Monty Garland-Wells

Personal information
- Full name: Herbert Montandon Garland-Wells
- Born: 14 November 1907 Brockley, London, England
- Died: 6 June 1993 (aged 85) Brighton, Sussex, England
- Batting: Right-handed
- Bowling: Right-arm medium
- Role: All-rounder

Domestic team information
- 1927–1930: Oxford University
- 1928–1939: Surrey
- FC debut: 28 May 1927 Oxford Univ. v Army
- Last FC: 31 August 1939 Surrey v Lancashire

Career statistics
| Competition | First-class |
| Matches | 190 |
| Runs scored | 6,068 |
| Batting average | 23.33 |
| 100s/50s | 4/29 |
| Top score | 128 |
| Balls bowled | 15,254 |
| Wickets | 185 |
| Bowling average | 41.17 |
| 5 wickets in innings | 2 |
| 10 wickets in match | 0 |
| Best bowling | 5/25 |
| Catches/stumpings | 141/– |
- Source: CricketArchive, 27 April 2008

= Monty Garland-Wells =

English cricketer

Herbert Montandon "Monty" Garland-Wells (14 November 1907 – 6 June 1993) was an English amateur cricketer. His first-class career, first with Oxford University and then with Surrey, lasted from 1927 until 1939, being terminated by the outbreak of World War II. He was a middle-order batsman and a bowler of medium-pace cutters. He captained Surrey in his final season. He was also a good enough footballer to play for the England amateur team in one match in 1930 as the goalkeeper. He played 11 games in the Football League for Clapton Orient. He also played for Fulham in a London Challenge Cup match in 1930 as a goalkeeper.
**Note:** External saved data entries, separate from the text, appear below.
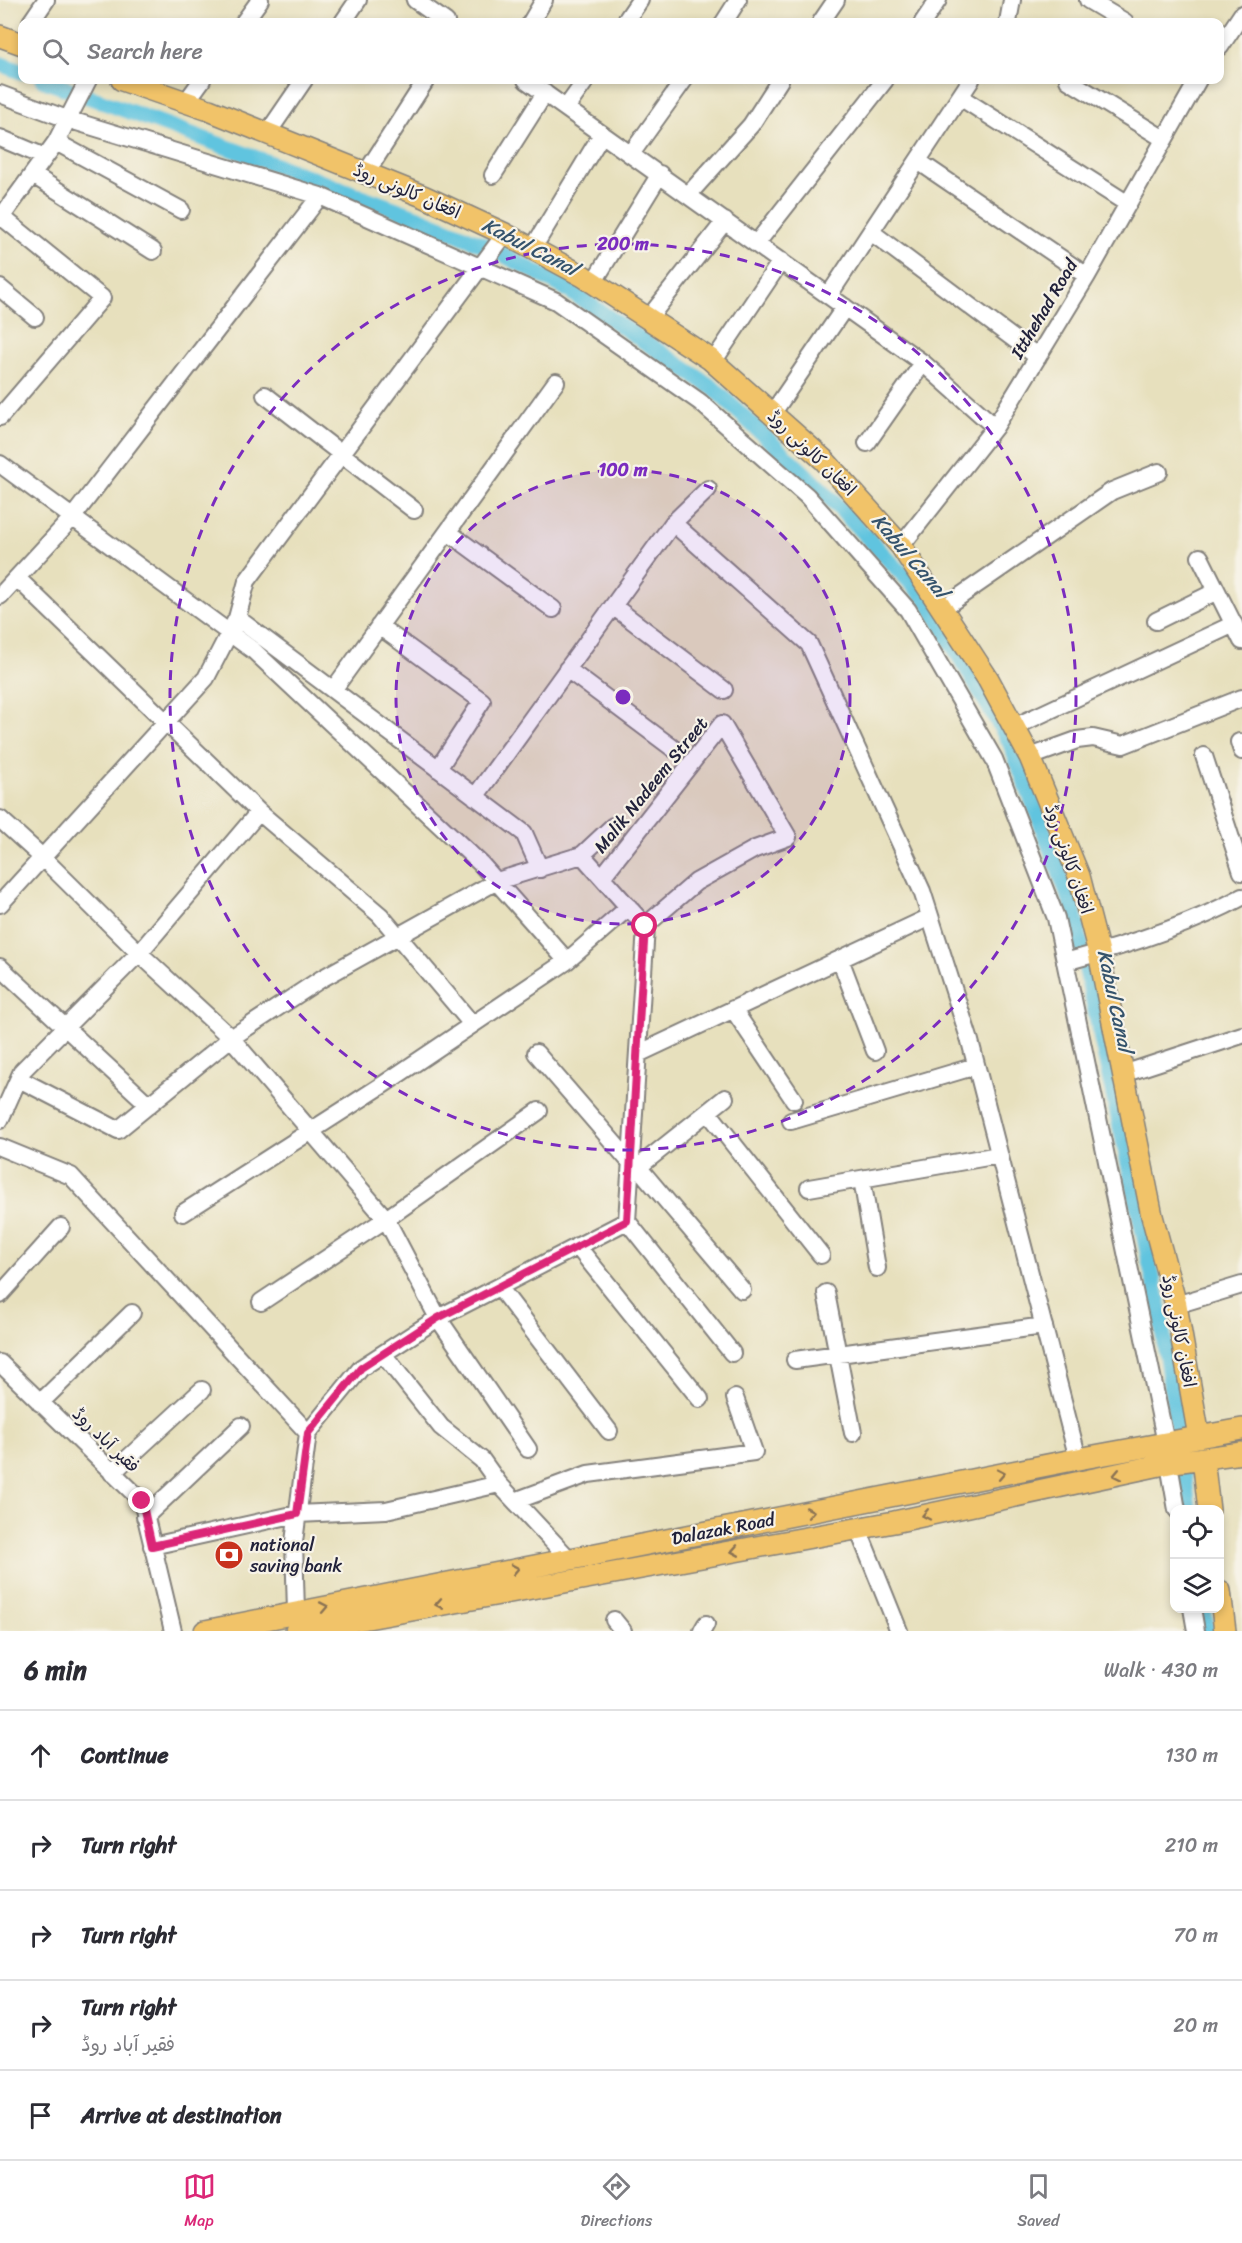 <!DOCTYPE html>
<meta charset="utf-8">
<style>
body{margin:0;font-family:Sriracha,"Playpen Sans Arabic",sans-serif;background:#f2f2f3;color:#2b2b33}
.controls{position:absolute;right:18px;bottom:18px;display:grid;overflow:hidden;border-radius:12px;box-shadow:0 3px 9px #0003}
.controls button{width:54px;height:54px;display:grid;place-items:center;padding:0;border:0;border-bottom:2px solid #e1e1e2;background:#fff;color:#2b2b33;font:30px sans-serif}
.stop{position:absolute;width:18px;height:18px;margin:-14px;border:4px solid #db2777;border-radius:50%;background:#fff}
.stop.end{background:#db2777;border-color:#fff;box-shadow:0 2px 6px #0008}
.list{margin:0;padding:0;list-style:none}
h2{display:flex;justify-content:space-between;align-items:center;height:78px;margin:0;padding:0 24px;font-size:26px}
h2 small{font-size:20px;font-weight:400;color:#7c7c81}
.list li{display:grid;grid-template-columns:39px 1fr auto;gap:18px;align-items:center;box-sizing:border-box;height:90px;padding:0 24px;border-top:2px solid #e1e1e2}
.list b{display:block;font-size:22px;white-space:nowrap}
.list p{margin:0;font-size:20px;white-space:nowrap;color:#7c7c81}
.list em{font-size:20px;font-style:normal;color:#7c7c81}
.icon{flex:none;width:33px;height:33px;fill:none;stroke:currentColor;stroke-width:2;stroke-linecap:round;stroke-linejoin:round}
.map{position:relative;flex:none;width:1242px;height:1631px;overflow:hidden}
.search{position:absolute;background:#fff;box-shadow:0 3px 9px #0003;left:18px;right:18px;top:18px;height:66px;display:flex;align-items:center;gap:15px;box-sizing:border-box;padding:0 21px;border-radius:12px;color:#7c7c81;font-size:22px}
.sheet{height:528px;background:#fff}
nav{display:flex;justify-content:space-around;align-items:center;box-sizing:border-box;height:84px;border-top:2px solid #e1e1e2;background:#fff;font-size:16px;color:#7c7c81}
nav a{display:grid;justify-items:center;gap:3px}
nav .on{color:#db2777}
.map>svg:first-child{display:block}
</style>
<div class="map">
<svg width="1242" height="1631" viewBox="0 0 1242 1631">
<rect width="100%" height="100%" fill="#f7f3e8"/>
<filter id="ink" filterUnits="userSpaceOnUse"><feTurbulence type="fractalNoise" baseFrequency=".0167" numOctaves="2"/><feDisplacementMap in="SourceGraphic" scale="12" xChannelSelector="R" yChannelSelector="G"/><feConvolveMatrix kernelMatrix="1 2 1 2 8 2 1 2 1" color-interpolation-filters="sRGB"/></filter>
<filter id="wash" filterUnits="userSpaceOnUse"><feTurbulence type="fractalNoise" baseFrequency=".008" numOctaves="4" result="noise"/><feDisplacementMap in="SourceGraphic" scale="24" xChannelSelector="R" yChannelSelector="G"/><feGaussianBlur stdDeviation="1.35" result="paint"/><feColorMatrix in="noise" values="0 0 0 0 0 0 0 0 0 0 0 0 0 0 0 0 0 1.4 0 .05"/><feComposite in="paint" operator="in"/></filter>
<g filter="url(#wash)">
<rect width="100%" height="100%" fill="#e7e0bd"/>
<g fill="none" stroke-linecap="round" stroke-linejoin="round">
<path stroke="#61c4df" stroke-width="16" d="M 0,64 L 22,72
M 43,80 L 417,217 L 491,248 L 565,288 L 713,388 L 820,488 L 925,598 L 1010,743 L 1073,908 L 1159,1306 L 1189,1510
M 1204,1608 L 1207,1631"/>
</g>
</g>
<g filter="url(#ink)">
<g fill="none" stroke-linecap="round" stroke-linejoin="round">
<g stroke="#84817c" stroke-width="20">
<path id="minor" d="M 415,0 L 446,22
M 1088,0 L 1125,22
M 31,22 L 46,0
M 244,22 L 260,0
M 343,22 L 358,0
M 531,22 L 544,0
M 625,22 L 640,0
M 724,22 L 738,0
M 821,22 L 836,0
M 923,22 L 938,0
M 1008,22 L 1012,0
M 1220,47 L 1242,14
M 526,80 L 923,363 L 995,427
M 1068,80 L 1164,139
M 0,94 L 67,119 L 320,196 L 556,301 L 700,402 L 807,496 L 908,610 L 994,759 L 1056,918 L 1166,1443
M 960,97 L 1128,204
M 186,102 L 202,80
M 566,108 L 586,80
M 267,134 L 304,80
M 0,138 L 45,157
M 56,142 L 181,210
M 631,154 L 684,80
M 918,161 L 1087,276
M 366,173 L 426,80
M 33,175 L 153,251
M 493,175 L 545,93
M 688,195 L 751,125 L 780,80
M 0,219 L 56,142 L 88,80
M 871,232 L 1038,357
M 756,244 L 885,80
M 533,248 L 602,134
M 593,283 L 660,174
M 0,288 L 35,317
M 829,295 L 971,80
M 648,319 L 725,221
M 713,362 L 781,261
M 265,395 L 414,510
M 772,414 L 845,307
M 0,417 L 102,298 L 2,217
M 867,443 L 923,363
M 0,464 L 254,651 L 481,864 L 567,961
M 673,523 L 809,644 L 922,891 L 970,1041 L 1078,1459
M 448,532 L 553,609
M 901,546 L 995,427 L 1087,276 L 1198,80
M 1200,557 L 1242,641
M 17,578 L 259,812 L 380,915 L 472,1024
M 0,596 L 72,518 L 320,196
M 613,606 L 724,690
M 943,608 L 1112,491 L 1159,472
M 237,618 L 524,833 L 540,869
M 1156,621 L 1217,591
M 379,626 L 482,701 L 438,769
M 567,669 L 674,749
M 333,690 L 556,382
M 1014,727 L 1234,624
M 1239,742 L 1242,751
M 1204,756 L 1242,872
M 1030,757 L 1077,740 L 1093,738 L 1123,745 L 1242,698
M 475,797 L 673,523 L 708,489
M 0,819 L 42,857 L 139,953 L 231,1038 L 386,1219 L 438,1318 L 528,1449
M 602,877 L 722,724 L 788,837 L 755,849 L 696,882 L 645,926
M 0,904 L 206,678 L 237,618 L 247,581 L 505,234
M 840,959 L 875,1051
M 1065,962 C 1121,947 1191,925 1242,897
M 0,967 L 149,1105
M 733,1009 L 794,1100
M 536,1053 L 631,1163
M 638,1054 L 930,917
M 1123,1074 L 1242,1035
M 19,1079 L 118,1130 L 231,1038 L 321,979 L 497,881 L 582,855 L 613,826
M 708,1112 L 821,1255
M 0,1120 L 22,1071 L 139,953 L 259,812
M 791,1121 L 976,1066
M 0,1147 L 71,1176 L 308,1433
M 638,1167 L 742,1290
M 631,1173 L 725,1098
M 862,1179 L 877,1268
M 809,1188 L 999,1155
M 183,1213 L 384,1084 L 567,961 L 629,907
M 627,1221 L 732,1353
M 577,1246 L 700,1399
M 499,1287 L 609,1431
M 826,1293 L 853,1433
M 0,1295 L 61,1227
M 261,1302 L 386,1219 L 539,1111
M 1176,1305 L 1242,1285
M 383,1354 L 441,1427 L 482,1460 L 499,1484 L 569,1559
M 795,1360 L 1044,1326
M 0,1363 L 142,1501 L 173,1631
M 40,1403 L 132,1313
M 1169,1464 L 1177,1510
M 112,1473 L 202,1390
M 515,1501 L 588,1474 L 754,1452 L 735,1398
M 145,1517 L 241,1426
M 858,1529 L 899,1631
M 152,1546 L 297,1514 L 386,1510 L 499,1484
M 1192,1608 L 1196,1631
M 296,1612 L 294,1542 L 308,1433 L 361,1368 L 438,1318 L 627,1221 L 646,927 L 582,855
M 614,1620 L 623,1631
M 702,1631 L 706,1624"/>
</g>
<g stroke="#84817c" stroke-width="24">
<path id="major" d="M 0,36 L 22,44
M 122,80 L 209,110 L 425,197 L 505,234 L 583,276 L 710,359 L 824,460 L 901,546 L 988,679 L 1030,757 L 1079,876 L 1099,953 L 1152,1216 L 1176,1305 L 1199,1437
M 1203,1458 L 1209,1510
M 1220,1591 L 1225,1631
M 205,1631 L 1078,1459 L 1242,1429
M 296,1631 L 894,1522 L 1174,1462 L 1242,1453"/>
</g>
<use href="#minor" stroke="#fff" stroke-width="16"/>
<use href="#major" stroke="#f1c369" stroke-width="21"/>
</g>
<defs><path id="oneway-chevron" d="M-2-3.5L2.5 0L-2 3.5" fill="none" stroke-width="1.6" stroke-linecap="round" stroke-linejoin="round" transform="scale(1.5)"/></defs>
<g stroke="#8a7252">
<use href="#oneway-chevron" transform="translate(1001 1474) rotate(-11)"/>
<use href="#oneway-chevron" transform="translate(1117 1475) rotate(168)"/>
<use href="#oneway-chevron" transform="translate(810 1512) rotate(-11)"/>
<use href="#oneway-chevron" transform="translate(926 1515) rotate(168)"/>
<use href="#oneway-chevron" transform="translate(735 1551) rotate(170)"/>
<use href="#oneway-chevron" transform="translate(515 1569) rotate(-11)"/>
<use href="#oneway-chevron" transform="translate(439 1604) rotate(170)"/>
<use href="#oneway-chevron" transform="translate(324 1607) rotate(-11)"/>
</g>
</g>
<g fill="none" stroke-linecap="round" stroke-linejoin="round" filter="url(#ink)">
<path stroke="#db2777" stroke-width="8" d="M 142,1501 L 152,1546 L 297,1514 L 308,1433 L 361,1368 L 438,1318 L 627,1221 L 645,926"/>
</g>
<circle cx="623" cy="697" r="227" fill="#7b2cbf" fill-opacity=".12"/>
<g fill="none" stroke="#7b2cbf" stroke-width="3" stroke-dasharray="10 8">
<circle cx="623" cy="697" r="227"/>
<circle cx="623" cy="697" r="453"/>
</g>
<defs>
<g id="bank-disc" transform="scale(1.5)"><circle r="9.5" fill="#c8321e" stroke="#f7f3e8"/><path d="M-6-4H6V4H-6ZM0-2.3a2.3 2.3 0 1 0 0 4.6a2.3 2.3 0 1 0 0-4.6Z" fill="#fff"/></g>
</defs>
<g fill-rule="evenodd">
<use href="#bank-disc" x="229" y="1555"/>
</g>
<g text-anchor="middle" dominant-baseline="central" stroke-width="4.5" stroke-linejoin="round" paint-order="stroke">
<g font-size="18" fill="#22223b" stroke="#f7f3e8">
<text transform="translate(407 191) rotate(23)">افغان کالونی روڈ</text>
<text transform="translate(1044 309) rotate(-59)">Itthehad Road</text>
<text transform="translate(812 453) rotate(44)">افغان کالونی روڈ</text>
<text transform="translate(651 785) rotate(-51)">Malik Nadeem Street</text>
<text transform="translate(1069 859) rotate(71)">افغان کالونی روڈ</text>
<text transform="translate(1179 1331) rotate(79)">افغان کالونی روڈ</text>
<text transform="translate(106 1440) rotate(44)">فقیر آباد روڈ</text>
<text transform="translate(723 1529) rotate(-11)">Dalazak Road</text>
</g>
<g font-size="18" fill="#22223b" stroke="#f7f3e8" text-anchor="start">
<text x="250" y="1545">national<tspan x="250" dy="21">saving bank</tspan></text>
</g>
<g font-size="20" font-style="italic" fill="#35536c" stroke="#f7f3e8">
<text transform="translate(530 247) rotate(27)">Kabul Canal</text>
<text transform="translate(910 556) rotate(49)">Kabul Canal</text>
<text transform="translate(1115 1001) rotate(78)">Kabul Canal</text>
</g>
</g>
<circle cx="623" cy="697" r="9" fill="#7b2cbf" stroke="#f7f3e8" stroke-width="3"/>
<g font-size="18" text-anchor="middle" font-weight="bold" fill="#7b2cbf" stroke="#f7f3e8" stroke-width="4.5" stroke-linejoin="round" paint-order="stroke">
<text x="623" y="250">200 m</text>
<text x="623" y="476">100 m</text>
</g>
</svg>
<div class="controls">
<button><svg class="icon" aria-label="locate" viewBox="0 0 24 24"><circle cx="12" cy="12" r="6"/><path d="M12 2v4M12 18v4M2 12h4M18 12h4"/></svg></button>
<button><svg class="icon" aria-label="layers" viewBox="0 0 24 24"><path d="M12 4l9 5-9 5-9-5zM3 14l9 5 9-5"/></svg></button>
</div>
<div class="stop" style="left:645px;top:926px"></div>
<div class="stop end" style="left:142px;top:1501px"></div>
<div class="search"><svg class="icon" aria-label="search" viewBox="0 0 24 24"><circle cx="10" cy="10" r="6"/><path d="M15 15l6 6"/></svg>Search here</div>
</div>
<section class="sheet">
<h2>6 min<small>Walk · 430 m</small></h2>
<ul class="list">
<li><svg class="icon" aria-label="ahead" viewBox="0 0 24 24"><path d="M12 20V5M6 11l6-6 6 6"/></svg><div><b>Continue</b></div><em>130 m</em></li>
<li><svg class="icon" aria-label="right" viewBox="0 0 24 24"><path d="M7 20v-9h11M14 6l5 5-5 5"/></svg><div><b>Turn right</b></div><em>210 m</em></li>
<li><svg class="icon" aria-label="right" viewBox="0 0 24 24"><path d="M7 20v-9h11M14 6l5 5-5 5"/></svg><div><b>Turn right</b></div><em>70 m</em></li>
<li><svg class="icon" aria-label="right" viewBox="0 0 24 24"><path d="M7 20v-9h11M14 6l5 5-5 5"/></svg><div><b>Turn right</b><p>فقیر آباد روڈ</p></div><em>20 m</em></li>
<li><svg class="icon" aria-label="arrive" viewBox="0 0 24 24"><path d="M6 21V4h12l-3 4 3 4H6"/></svg><div><b>Arrive at destination</b></div></li>
</ul>
</section>
<nav>
<a class="on"><svg class="icon" aria-label="map" viewBox="0 0 24 24"><path d="M3 6l6-2 6 2 6-2v14l-6 2-6-2-6 2zM9 4v14M15 6v14"/></svg>Map</a>
<a><svg class="icon" aria-label="directions" viewBox="0 0 24 24"><path d="M12 3l9 9-9 9-9-9zM9 14v-3h6M13 9l2 2-2 2"/></svg>Directions</a>
<a><svg class="icon" aria-label="saved" viewBox="0 0 24 24"><path d="M7 4h10v16l-5-4-5 4z"/></svg>Saved</a>
</nav>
He was educated at St Paul's, before going up to Pembroke College, Oxford. He was not selected to play for Oxford in the University Match against Cambridge University in 1927, but did so in 1928 (when he made 64 not out and 70), 1929 and 1930.

1928 was easily his best season with the bat. He reached one thousand runs for the only time, with 1270 at an average of 43.79. He also made two of his four centuries, including his highest score of 128.

After his university days, his batting declined. Even so, he, Errol Holmes and Freddie Brown, three amateurs of aggressive intent who often followed one another in the batting order, were referred to at Surrey as the "Biff-Bang Boys". His most memorable moment with the ball was to bowl Don Bradman for 32 in 1930 when he was en route to his thousand runs in May.

Under his captaincy in 1939, Surrey made an excellent start, but then faded to finish eighth, having been third the previous season. Nevertheless, his Wisden obituary is complimentary about his leadership. He is described as displaying "a touch of unorthodoxy in the tradition of Percy Fender". He was liked by the professional players, showing no sign of any amateur aloofness. According to David Lemmon, he wrote: "For myself, I loved every moment of 1939 and other years when I played for Surrey."

At the end of the season, the war began, and his career as a solicitor prevented him from resuming in 1946. Thereafter his main sports were golf and bowls.

According to Wisden:During the war his name was informally used as a code word in North Africa: Garland-Wells = Monty = Montgomery. This was more impenetrable to the Germans than the most complicated cipher.